Exercise instructions
Every line from the opening of the records to the line with "width:35px; border:2px solid" should be restated exactly, with both ends included and the pictures left out.

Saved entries

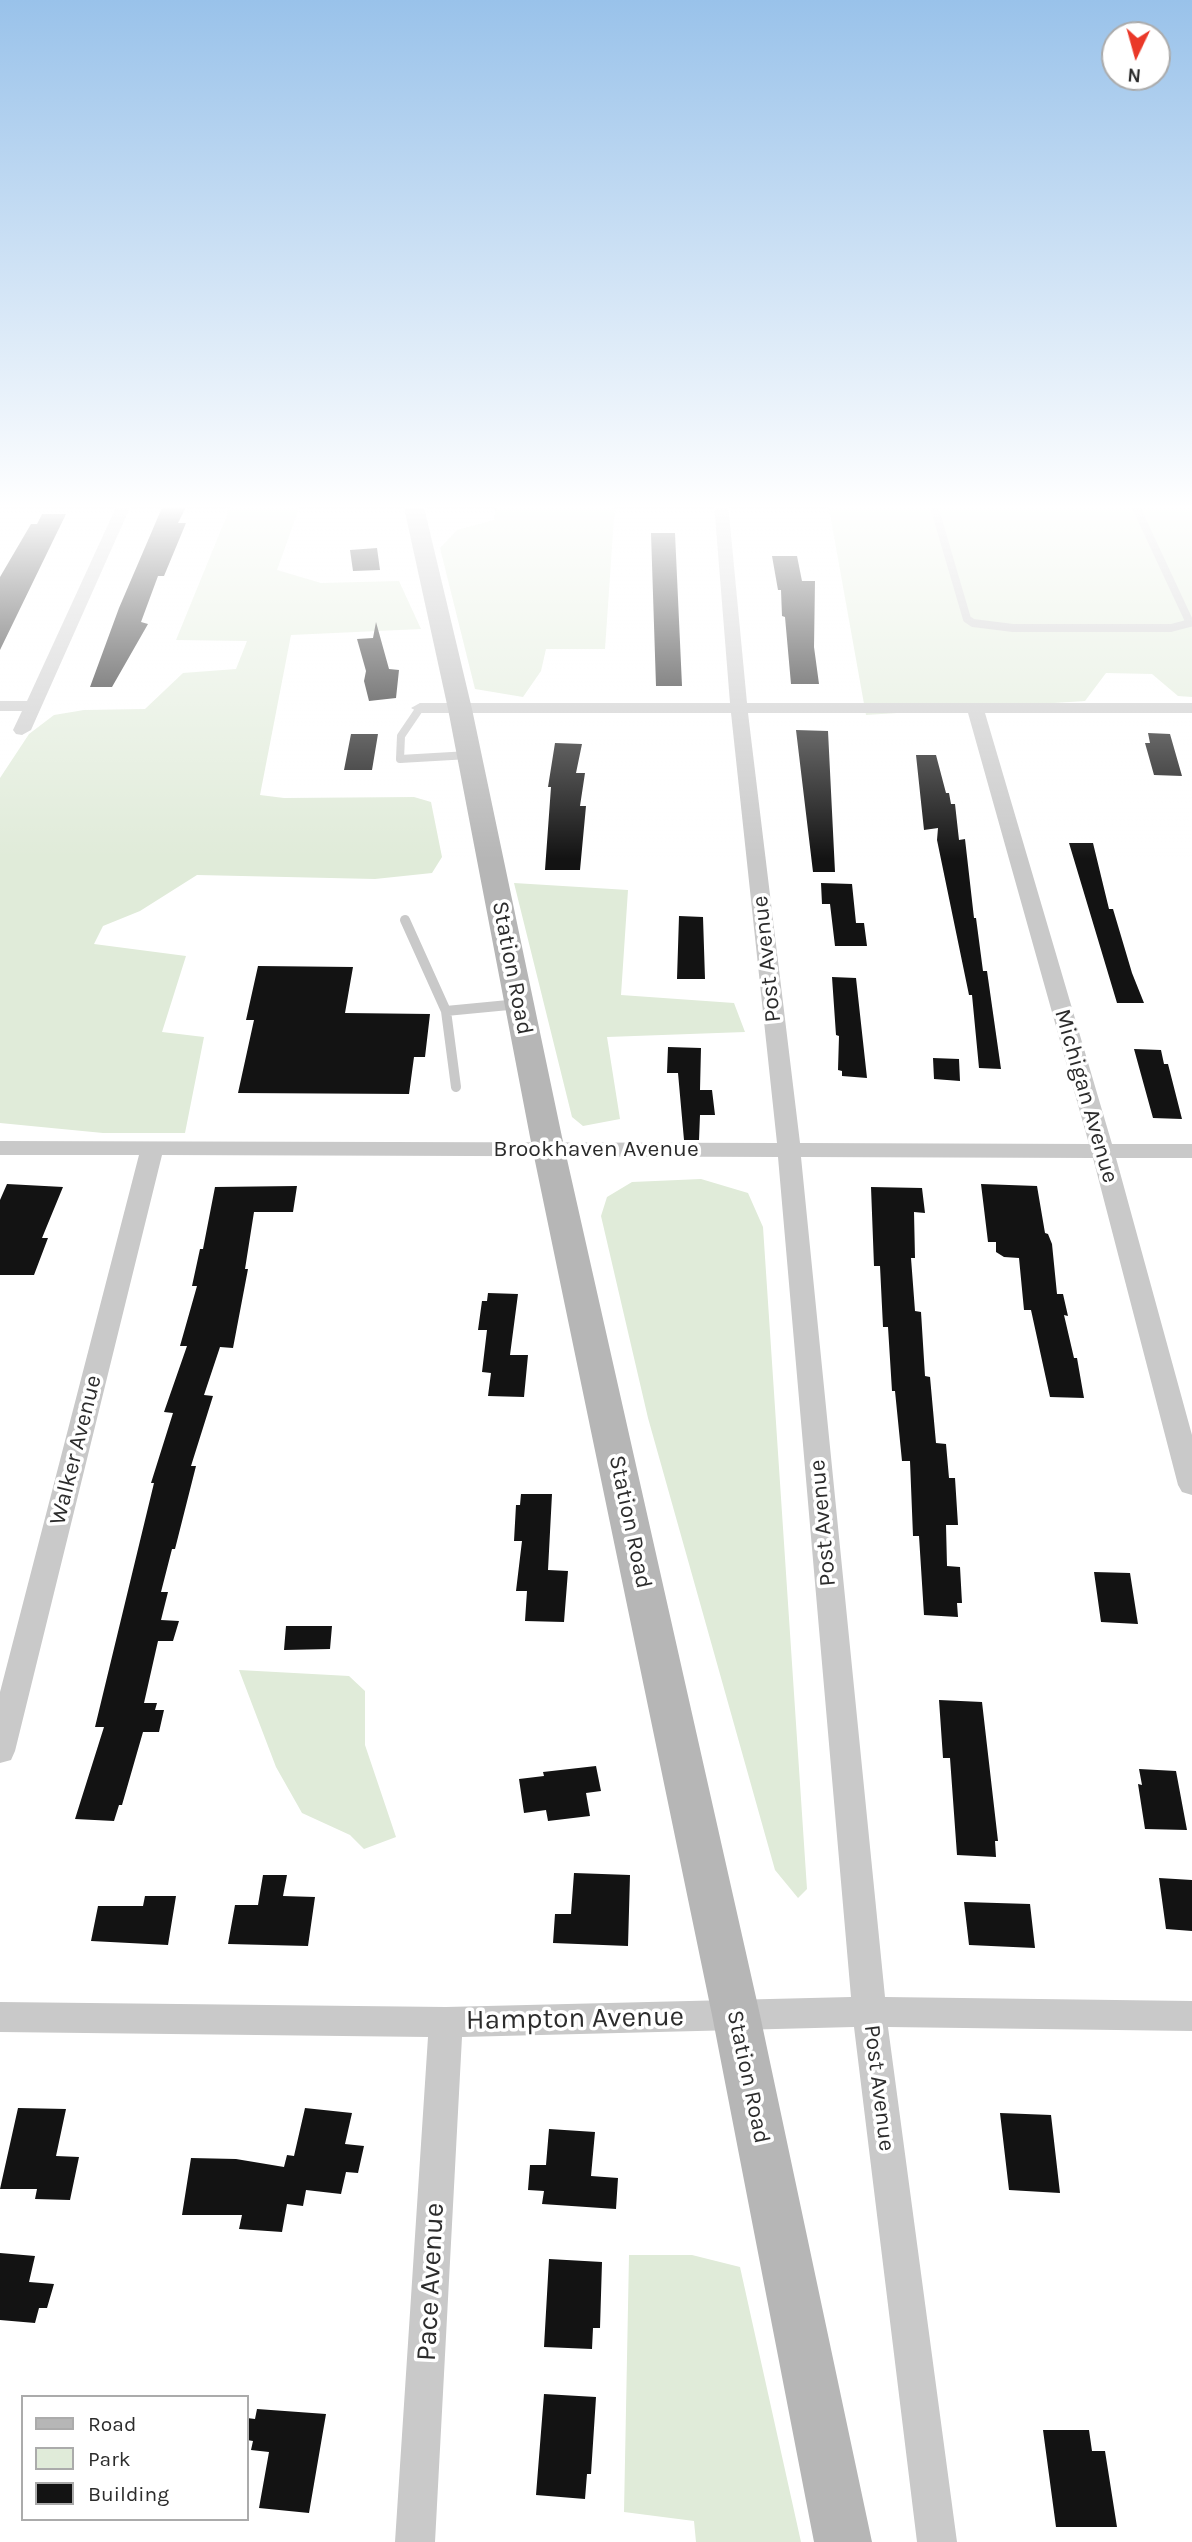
<!DOCTYPE html>
<html>
<head>
<meta charset="utf-8">
<style>
  body { margin:0 }
  #map { position:relative; width:1192px; height:2542px; overflow:hidden; background:#fff; font-family:Karla,sans-serif }
  canvas { display:block }
  .legend { position:absolute; left:21px; top:2395px; width:228px; height:126px; box-sizing:border-box; background:#fff; border:2px solid #ababab; margin:0; padding:9px 12px; list-style:none; font-size:21px; color:#2c2c2c }
  .legend li { display:flex; align-items:center; gap:14px; height:35px }
  .legend b { width:35px; border:2px solid #ababab }
  .north { position:absolute; left:1101px; top:21px; width:70px; height:70px; box-sizing:border-box; background:#fff; border:2px solid #ababab; border-radius:50%; rotate:185deg; font-size:19px; font-weight:700; line-height:28px; text-align:center; color:#2c2c2c }
  .north::after { content:''; display:block; margin:auto; width:24px; height:32px; background:#ea3828; clip-path:polygon(50% 0,100% 100%,50% 72%,0 100%) }
</style>
</head>
<body>
<div id="map">
<canvas width="1192" height="2542"></canvas>
<ul class="legend">
<li><b style="height:9px;background:#b6b6b6"></b>Road</li>
<li><b style="height:19px;background:#e0ebd9"></b>Park</li>
<li><b style="height:19px;background:#131313"></b>Building</li>
</ul>
<div class="north">N</div>
</div>
<script>
const c = document.querySelector('canvas').getContext('2d');
c.lineJoin = 'round';
function fill(path, color) {
  c.fillStyle = color;
  c.fill(path, 'evenodd');
}
function shape(rows) {
  const path = new Path2D();
  for (const r of rows) {
    path.moveTo(r[0], r[1]);
    for (let i = 2; i < r.length; i += 2) path.lineTo(r[i], r[i + 1]);
  }
  return path;
}
function trace(path, color, width, dash) {
  c.strokeStyle = color;
  c.lineWidth = width;
  c.lineCap = dash ? 'butt' : 'round';
  c.setLineDash(dash || []);
  c.stroke(path);
}
function label(font, color, halo, rows, align = 'center') {
  c.font = font + ' Karla,sans-serif';
  c.lineWidth = 7;
  c.setLineDash([]);
  c.textBaseline = 'middle';
  c.strokeStyle = halo;
  c.fillStyle = color;
  for (const [text, x, y, turn = 0] of rows) {
    c.save();
    c.translate(x, y);
    c.rotate((+turn || 0) * Math.PI / 180);
    c.textAlign = isNaN(turn) ? turn : align;
    if (halo) c.strokeText(text, 0, 0);
    c.fillText(text, 0, 0);
    c.restore();
  }
}
fill(shape([
  [232,503,301,503,277,570,321,583,399,581,421,629,291,635,260,795,284,798,414,797,431,802,442,857,432,873,375,879,197,875,140,911,103,926,94,944,186,956,162,1032,204,1037,185,1133,103,1133,0,1123,0,778,29,734,54,715,84,710,145,709,183,673,236,669,247,641,176,640],
  [496,503,615,503,605,649,546,649,541,671,523,697,475,689,440,548,457,530,494,520],
  [828,503,1192,503,1192,697,1178,696,1152,674,1106,673,1085,701,866,715],
  [514,883,628,890,621,995,734,1003,745,1032,607,1037,620,1119,583,1126,572,1117],
  [701,1179,748,1193,763,1227,807,1889,798,1898,775,1870,648,1418,601,1216,607,1197,632,1182],
  [239,1670,349,1676,365,1691,365,1745,396,1837,364,1849,350,1835,302,1813,276,1767],
  [629,2255,692,2255,740,2267,801,2542,696,2542,694,2521,624,2512]
]), '#e0ebd9');
fill(shape([
  [164,503,188,503,178,523,186,523,164,576,158,576,141,622,148,624,112,687,90,687,119,608],
  [42,514,66,514,0,650,0,577,31,524,37,524],
  [651,533,675,533,682,686,656,686],
  [377,548,380,570,353,571,350,550],
  [772,556,797,556,802,581,815,581,814,647,819,684,791,684,785,617,782,616,781,590,778,590],
  [376,622,389,669,399,670,396,698,369,701,364,681,366,671,357,639,373,638],
  [796,730,828,731,835,872,813,872],
  [1148,733,1170,734,1182,776,1154,775,1145,743,1150,743],
  [351,734,378,734,372,770,344,770],
  [555,743,582,744,576,773,585,773,580,806,586,806,580,870,545,870,551,787,548,787],
  [916,755,936,755,946,793,949,793,951,804,955,804,959,840,965,839,974,918,976,918,983,971,987,971,1001,1069,979,1068,972,995,969,995,937,840,938,828,924,830],
  [1069,843,1093,843,1109,909,1113,909,1132,973,1144,1003,1117,1003],
  [821,883,852,884,856,923,864,923,867,946,835,946,830,904,822,904],
  [679,916,703,917,705,979,677,979],
  [258,966,353,967,345,1013,430,1014,425,1057,414,1057,409,1094,238,1093,254,1020,246,1020],
  [832,977,856,978,867,1078,842,1076,842,1071,838,1070,839,1036,836,1035],
  [668,1047,701,1048,700,1090,712,1090,715,1115,700,1115,699,1140,684,1140,678,1073,667,1073],
  [1134,1049,1161,1050,1164,1064,1168,1064,1182,1119,1153,1118],
  [933,1058,959,1059,960,1081,934,1079],
  [7,1184,63,1187,42,1238,48,1238,34,1275,0,1275,0,1200],
  [981,1184,1037,1186,1045,1233,1048,1234,1052,1244,1057,1294,1063,1294,1068,1316,1064,1315,1074,1358,1077,1358,1084,1398,1050,1397,1031,1310,1024,1310,1019,1258,1004,1257,996,1252,996,1242,988,1242],
  [297,1186,293,1212,254,1212,245,1269,248,1269,233,1348,220,1347,204,1395,213,1396,191,1466,196,1466,175,1549,172,1549,161,1592,168,1592,161,1620,179,1621,173,1641,158,1641,144,1703,157,1703,155,1710,164,1710,159,1732,143,1732,122,1805,119,1805,114,1821,75,1819,104,1727,95,1727,154,1483,151,1483,173,1413,164,1412,187,1346,180,1346,197,1286,192,1286,200,1249,203,1249,215,1187],
  [871,1187,922,1188,925,1213,914,1212,915,1258,911,1258,915,1311,921,1312,925,1376,930,1377,936,1443,946,1444,949,1478,955,1478,958,1525,946,1525,947,1566,960,1567,962,1603,957,1603,958,1617,924,1615,919,1536,913,1536,910,1461,902,1461,895,1391,892,1391,888,1327,883,1327,880,1266,874,1266],
  [488,1293,518,1294,510,1355,528,1355,524,1397,488,1396,491,1373,482,1372,487,1330,478,1330,482,1301,487,1301],
  [521,1494,552,1494,548,1570,568,1571,564,1622,525,1621,527,1591,516,1591,522,1541,514,1541,516,1505,520,1505],
  [1094,1572,1130,1573,1138,1624,1101,1622],
  [286,1626,332,1626,330,1649,284,1650],
  [939,1700,982,1702,998,1841,995,1841,996,1857,957,1855,950,1758,943,1758],
  [596,1766,601,1791,586,1793,590,1816,548,1821,546,1810,524,1813,519,1779,544,1776,543,1772],
  [1139,1769,1176,1771,1187,1830,1145,1829,1138,1784,1142,1785],
  [574,1873,630,1875,628,1946,553,1943,555,1914,571,1914],
  [263,1875,287,1875,283,1896,315,1897,308,1946,228,1944,235,1905,258,1905],
  [1159,1878,1192,1880,1192,1931,1166,1929],
  [145,1896,176,1896,168,1945,91,1941,98,1906,143,1906],
  [964,1902,1030,1904,1035,1948,969,1945],
  [18,2108,66,2109,56,2156,79,2157,70,2200,35,2199,37,2189,0,2189],
  [305,2108,352,2113,345,2144,364,2146,358,2173,346,2172,341,2194,306,2190,303,2206,287,2204,282,2232,239,2229,242,2215,182,2215,191,2158,236,2159,284,2167,287,2155,294,2156],
  [1000,2113,1051,2115,1060,2193,1009,2190],
  [549,2129,595,2132,591,2176,618,2178,616,2209,542,2204,544,2191,528,2190,530,2165,546,2165],
  [0,2253,35,2256,29,2282,54,2284,47,2308,39,2308,35,2323,0,2320],
  [549,2259,602,2262,600,2328,593,2328,592,2349,544,2347],
  [544,2394,596,2397,591,2474,587,2474,585,2499,536,2495],
  [257,2409,326,2414,309,2513,259,2508,269,2452,251,2450,253,2441,247,2440,247,2418,255,2419],
  [1043,2430,1089,2430,1092,2451,1105,2451,1117,2527,1056,2527]
]), '#131313');
trace(shape([
  [933,503,967,619,973,623,1013,628,1171,628,1190,623,1134,503],
  [420,708,401,736,400,759,469,755]
]), '#c9c9c9', 8);
trace(shape([
  [405,920,446,1011],
  [456,1087,446,1011,519,1004]
]), '#c9c9c9', 10);
fill(shape([
  [118,503,132,503,31,730,22,735,16,734,13,730,22,711,0,711,0,701,27,701,118,503],
  [714,503,728,503,747,703,1192,703,1192,713,985,713,1112,1144,1192,1144,1192,1158,1116,1158,1192,1435,1192,1495,1182,1492,1178,1485,1093,1158,801,1157,885,1997,1192,2001,1192,2031,888,2027,957,2542,917,2542,854,2027,462,2037,435,2542,395,2542,428,2037,0,2032,0,2002,446,2007,851,1997,778,1157,162,1155,15,1751,11,1760,0,1763,0,1692,139,1155,0,1155,0,1141,777,1143,731,713,420,713,411,708,420,703,730,703,714,503],
  [748,713,968,713,1089,1144,800,1143,748,713]
]), '#c9c9c9');
fill(shape([
  [403,503,423,503,472,709,562,1137,760,2015,872,2542,814,2542,712,2015,530,1137,448,709,403,503]
]), '#b6b6b6');
const sky = c.createLinearGradient(0, 0, 0, 859);
sky.addColorStop(0, '#99c2ea');
sky.addColorStop(0.59, '#fff');
sky.addColorStop(1, '#ffffff00');
c.fillStyle = sky;
c.fillRect(0, 0, 1192, 859);
label('23px', '#2c2c2c', '#fff', [
  ["Post Avenue",767,959,-96],
  ["Station Road",512,968,79],
  ["Michigan Avenue",1086,1096,74],
  ["Brookhaven Avenue",596,1149],
  ["Walker Avenue",76,1450,-76],
  ["Station Road",630,1522,78],
  ["Post Avenue",823,1523,-95],
  ["Station Road",748,2077,78],
  ["Post Avenue",879,2088,83]
]);
label('28px', '#2c2c2c', '#fff', [
  ["Hampton Avenue",575,2019,-1],
  ["Pace Avenue",431,2282,-87]
]);
</script>
</body>
</html>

Completed exercise
<!DOCTYPE html>
<html>
<head>
<meta charset="utf-8">
<style>
  body { margin:0 }
  #map { position:relative; width:1192px; height:2542px; overflow:hidden; background:#fff; font-family:Karla,sans-serif }
  canvas { display:block }
  .legend { position:absolute; left:21px; top:2395px; width:228px; height:126px; box-sizing:border-box; background:#fff; border:2px solid #ababab; margin:0; padding:9px 12px; list-style:none; font-size:21px; color:#2c2c2c }
  .legend li { display:flex; align-items:center; gap:14px; height:35px }
  .legend b { width:35px; border:2px solid #ababab }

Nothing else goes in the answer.